Canada’s economy has outpaced that of every other G7 country over the past year, but there’s a big, million-people-sized catch.
That’s roughly how much Canada’s population grew over the past 12 months – almost entirely from immigration – for a 2.7-per-cent increase, according to the latest estimate from Statistics Canada. And as a mounting number of economists have pointed out, the massive influx of people is juicing the economic numbers.
Once the surge in population is taken into account, Canada’s real gross domestic product per capita, a measure of prosperity for the average person, is still where it was at the end of 2017.
In a recent note, Bank of Montreal chief economist Doug Porter highlighted the sluggish pace of growth at a time when the population is expanding so much faster than in the United States. In the seven years since the Trudeau government’s Advisory Council on Economic Growth proposed measures to boost growth through infrastructure spending, more foreign investment and higher immigration levels, per-capita growth in Canada has underperformed that of the U.S. by close to 1.2 percentage points per year.
The Canada of the past offers its own contrast to the current prosperity rut. The last time Canada saw its population grow this fast was the decade after 1951, when annual population growth ranged from 2 to 3.5 per cent amid a baby boom and postwar immigration.

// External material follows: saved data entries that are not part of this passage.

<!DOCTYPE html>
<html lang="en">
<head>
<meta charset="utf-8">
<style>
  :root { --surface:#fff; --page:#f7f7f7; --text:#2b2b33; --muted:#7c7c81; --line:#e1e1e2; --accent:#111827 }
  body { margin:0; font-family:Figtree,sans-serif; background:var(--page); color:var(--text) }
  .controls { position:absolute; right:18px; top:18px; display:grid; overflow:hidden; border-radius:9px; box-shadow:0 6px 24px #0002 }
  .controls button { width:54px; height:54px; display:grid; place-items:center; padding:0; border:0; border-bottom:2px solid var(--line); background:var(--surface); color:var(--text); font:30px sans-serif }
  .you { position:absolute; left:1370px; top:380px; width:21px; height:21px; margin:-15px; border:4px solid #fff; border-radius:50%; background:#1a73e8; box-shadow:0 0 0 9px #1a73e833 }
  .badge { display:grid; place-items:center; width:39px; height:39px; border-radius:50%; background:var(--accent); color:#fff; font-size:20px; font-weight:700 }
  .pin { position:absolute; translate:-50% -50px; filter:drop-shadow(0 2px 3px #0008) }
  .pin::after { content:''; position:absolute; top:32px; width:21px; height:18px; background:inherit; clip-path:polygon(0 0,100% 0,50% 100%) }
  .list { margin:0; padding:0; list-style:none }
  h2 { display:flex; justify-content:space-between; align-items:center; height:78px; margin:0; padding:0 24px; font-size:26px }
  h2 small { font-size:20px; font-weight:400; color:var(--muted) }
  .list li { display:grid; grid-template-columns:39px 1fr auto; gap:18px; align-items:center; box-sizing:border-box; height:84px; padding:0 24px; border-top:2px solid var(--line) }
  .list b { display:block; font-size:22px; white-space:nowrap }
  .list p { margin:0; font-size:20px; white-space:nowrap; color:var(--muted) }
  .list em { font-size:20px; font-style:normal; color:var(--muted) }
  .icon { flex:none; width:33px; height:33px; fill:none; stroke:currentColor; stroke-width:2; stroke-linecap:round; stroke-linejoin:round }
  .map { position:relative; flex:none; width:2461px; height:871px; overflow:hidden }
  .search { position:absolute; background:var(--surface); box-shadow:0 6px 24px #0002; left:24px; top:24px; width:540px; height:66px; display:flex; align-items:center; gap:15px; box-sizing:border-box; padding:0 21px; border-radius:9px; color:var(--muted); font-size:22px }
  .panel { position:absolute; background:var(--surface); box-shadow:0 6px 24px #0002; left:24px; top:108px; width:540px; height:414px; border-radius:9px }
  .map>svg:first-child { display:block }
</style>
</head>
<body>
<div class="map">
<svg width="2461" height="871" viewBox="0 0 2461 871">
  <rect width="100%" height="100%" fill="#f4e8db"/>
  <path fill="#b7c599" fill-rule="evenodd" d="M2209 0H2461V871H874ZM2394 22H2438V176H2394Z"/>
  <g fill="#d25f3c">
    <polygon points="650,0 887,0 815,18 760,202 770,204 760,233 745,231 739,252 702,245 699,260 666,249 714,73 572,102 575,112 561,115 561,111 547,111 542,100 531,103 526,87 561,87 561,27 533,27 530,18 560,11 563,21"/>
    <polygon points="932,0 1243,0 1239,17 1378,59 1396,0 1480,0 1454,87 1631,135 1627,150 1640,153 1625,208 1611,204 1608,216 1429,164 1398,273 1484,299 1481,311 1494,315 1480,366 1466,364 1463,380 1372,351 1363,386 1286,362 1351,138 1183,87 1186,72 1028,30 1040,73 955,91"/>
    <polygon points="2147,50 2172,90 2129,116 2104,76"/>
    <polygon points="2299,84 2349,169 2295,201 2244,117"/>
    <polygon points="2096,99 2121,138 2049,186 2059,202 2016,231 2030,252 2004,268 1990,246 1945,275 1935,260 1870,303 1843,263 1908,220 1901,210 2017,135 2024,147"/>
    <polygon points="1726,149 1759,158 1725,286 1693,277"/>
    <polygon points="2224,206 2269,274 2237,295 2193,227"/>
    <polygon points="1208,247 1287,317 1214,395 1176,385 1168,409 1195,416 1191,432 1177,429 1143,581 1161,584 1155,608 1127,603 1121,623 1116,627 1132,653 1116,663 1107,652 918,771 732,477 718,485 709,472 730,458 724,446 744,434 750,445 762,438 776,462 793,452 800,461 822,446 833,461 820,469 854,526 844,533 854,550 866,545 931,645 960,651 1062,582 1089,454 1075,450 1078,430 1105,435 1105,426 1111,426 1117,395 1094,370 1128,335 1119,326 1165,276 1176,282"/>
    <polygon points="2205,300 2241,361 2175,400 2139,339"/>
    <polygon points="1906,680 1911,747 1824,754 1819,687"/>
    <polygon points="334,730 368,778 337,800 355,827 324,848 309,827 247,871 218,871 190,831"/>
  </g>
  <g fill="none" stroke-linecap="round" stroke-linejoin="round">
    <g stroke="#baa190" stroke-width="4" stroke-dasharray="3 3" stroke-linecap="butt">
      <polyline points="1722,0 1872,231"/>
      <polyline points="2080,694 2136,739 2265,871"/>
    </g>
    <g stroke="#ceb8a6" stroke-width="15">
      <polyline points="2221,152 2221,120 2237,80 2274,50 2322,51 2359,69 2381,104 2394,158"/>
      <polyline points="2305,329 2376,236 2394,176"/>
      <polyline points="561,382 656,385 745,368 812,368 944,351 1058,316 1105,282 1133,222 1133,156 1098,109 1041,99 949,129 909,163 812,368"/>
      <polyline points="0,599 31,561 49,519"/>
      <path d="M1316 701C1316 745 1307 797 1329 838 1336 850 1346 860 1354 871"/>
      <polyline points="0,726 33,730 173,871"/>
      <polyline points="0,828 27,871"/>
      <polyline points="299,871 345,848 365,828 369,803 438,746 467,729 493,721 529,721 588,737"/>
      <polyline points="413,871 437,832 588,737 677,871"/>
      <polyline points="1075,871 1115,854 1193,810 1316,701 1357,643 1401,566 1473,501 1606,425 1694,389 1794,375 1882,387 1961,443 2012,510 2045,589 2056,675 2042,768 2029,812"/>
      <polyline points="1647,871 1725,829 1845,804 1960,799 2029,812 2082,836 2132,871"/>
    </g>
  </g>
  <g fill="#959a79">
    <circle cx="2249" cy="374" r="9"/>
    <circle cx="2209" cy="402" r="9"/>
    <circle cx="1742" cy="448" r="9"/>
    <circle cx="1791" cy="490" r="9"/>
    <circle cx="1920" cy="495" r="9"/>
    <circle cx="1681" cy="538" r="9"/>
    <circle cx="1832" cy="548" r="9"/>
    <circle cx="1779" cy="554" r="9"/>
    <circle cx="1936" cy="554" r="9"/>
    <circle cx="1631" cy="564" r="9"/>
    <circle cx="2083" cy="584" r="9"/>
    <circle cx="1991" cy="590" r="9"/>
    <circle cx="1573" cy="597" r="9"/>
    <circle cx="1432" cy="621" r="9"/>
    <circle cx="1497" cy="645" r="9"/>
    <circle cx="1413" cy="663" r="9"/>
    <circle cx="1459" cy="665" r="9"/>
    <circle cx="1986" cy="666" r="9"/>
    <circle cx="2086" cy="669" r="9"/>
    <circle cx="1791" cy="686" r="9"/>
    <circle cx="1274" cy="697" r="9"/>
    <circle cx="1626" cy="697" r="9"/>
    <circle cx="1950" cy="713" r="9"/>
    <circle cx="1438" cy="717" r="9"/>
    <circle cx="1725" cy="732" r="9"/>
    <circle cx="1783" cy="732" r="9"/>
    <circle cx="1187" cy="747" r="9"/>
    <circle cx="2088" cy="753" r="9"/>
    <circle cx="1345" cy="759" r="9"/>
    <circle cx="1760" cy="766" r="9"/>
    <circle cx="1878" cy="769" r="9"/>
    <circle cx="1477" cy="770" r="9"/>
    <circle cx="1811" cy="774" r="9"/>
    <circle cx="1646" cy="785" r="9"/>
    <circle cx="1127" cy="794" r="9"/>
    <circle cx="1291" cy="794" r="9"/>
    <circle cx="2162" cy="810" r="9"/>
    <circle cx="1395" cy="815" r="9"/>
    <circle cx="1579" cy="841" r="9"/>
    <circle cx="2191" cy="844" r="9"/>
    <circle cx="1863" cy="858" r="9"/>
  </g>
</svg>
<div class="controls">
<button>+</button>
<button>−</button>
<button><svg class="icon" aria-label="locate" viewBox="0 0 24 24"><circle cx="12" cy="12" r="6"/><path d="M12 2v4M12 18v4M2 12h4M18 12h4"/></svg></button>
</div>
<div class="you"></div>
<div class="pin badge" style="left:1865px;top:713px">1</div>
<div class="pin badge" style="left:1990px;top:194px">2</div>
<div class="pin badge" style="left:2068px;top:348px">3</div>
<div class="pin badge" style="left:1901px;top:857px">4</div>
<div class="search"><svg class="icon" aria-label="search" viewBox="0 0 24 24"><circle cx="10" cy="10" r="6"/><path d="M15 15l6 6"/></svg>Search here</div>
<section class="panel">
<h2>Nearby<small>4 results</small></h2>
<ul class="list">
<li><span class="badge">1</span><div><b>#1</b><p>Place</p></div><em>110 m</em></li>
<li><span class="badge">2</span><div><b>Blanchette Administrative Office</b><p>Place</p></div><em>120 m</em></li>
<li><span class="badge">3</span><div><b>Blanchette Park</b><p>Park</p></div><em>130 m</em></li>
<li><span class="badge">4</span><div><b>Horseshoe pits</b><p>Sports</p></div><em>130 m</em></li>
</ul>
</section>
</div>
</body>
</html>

Yet thanks to rising productivity, Canada’s overall economic output grew even faster – despite a whopping four recessions during that period – with the result that real per capita GDP raced ahead.
The past also holds a warning for what could come next. In the latter half of the 1950s, as population growth accelerated even faster, per-capita GDP did begin to stall. Yet that was with an economy growing roughly three times faster than it is now.
Canada’s population growth will likely slow from its current frantic pace as immigration officials work through the pandemic backlog of applications, but not by all that much. Barring a vast improvement in productivity, Canada’s per-capita GDP – and our standard of living – appear headed for an outright decline.